TASK DIRECTIONS
Return each line of the records below in which the string "JSON" turns up.

Excerpts from a dataset
-- Opening Marker --

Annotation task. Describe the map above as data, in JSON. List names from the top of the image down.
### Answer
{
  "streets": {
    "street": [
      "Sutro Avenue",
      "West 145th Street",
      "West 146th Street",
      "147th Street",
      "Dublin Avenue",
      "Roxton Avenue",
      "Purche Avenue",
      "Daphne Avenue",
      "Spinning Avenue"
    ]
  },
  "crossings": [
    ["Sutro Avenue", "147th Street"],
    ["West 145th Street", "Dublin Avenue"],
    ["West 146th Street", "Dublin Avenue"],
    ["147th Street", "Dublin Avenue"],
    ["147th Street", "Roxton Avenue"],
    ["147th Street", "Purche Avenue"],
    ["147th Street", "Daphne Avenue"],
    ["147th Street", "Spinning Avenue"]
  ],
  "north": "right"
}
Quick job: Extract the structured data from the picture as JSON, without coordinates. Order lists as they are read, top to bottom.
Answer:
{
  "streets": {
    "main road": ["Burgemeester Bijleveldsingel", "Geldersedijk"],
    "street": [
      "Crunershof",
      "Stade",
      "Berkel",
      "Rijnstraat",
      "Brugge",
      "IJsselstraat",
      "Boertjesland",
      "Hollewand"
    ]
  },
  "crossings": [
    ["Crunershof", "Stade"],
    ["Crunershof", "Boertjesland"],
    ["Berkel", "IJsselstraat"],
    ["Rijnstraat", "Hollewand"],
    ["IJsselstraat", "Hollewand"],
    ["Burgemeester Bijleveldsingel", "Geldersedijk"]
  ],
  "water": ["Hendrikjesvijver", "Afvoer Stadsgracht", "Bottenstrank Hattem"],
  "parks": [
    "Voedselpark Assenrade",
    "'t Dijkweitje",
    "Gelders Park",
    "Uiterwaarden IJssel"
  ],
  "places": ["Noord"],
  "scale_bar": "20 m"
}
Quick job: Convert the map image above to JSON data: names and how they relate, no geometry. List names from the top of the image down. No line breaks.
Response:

-- Closing Marker --

RESULT OF THIS TASK
Annotation task. Describe the map above as data, in JSON. List names from the top of the image down.
Quick job: Extract the structured data from the picture as JSON, without coordinates. Order lists as they are read, top to bottom.
Quick job: Convert the map image above to JSON data: names and how they relate, no geometry. List names from the top of the image down. No line breaks.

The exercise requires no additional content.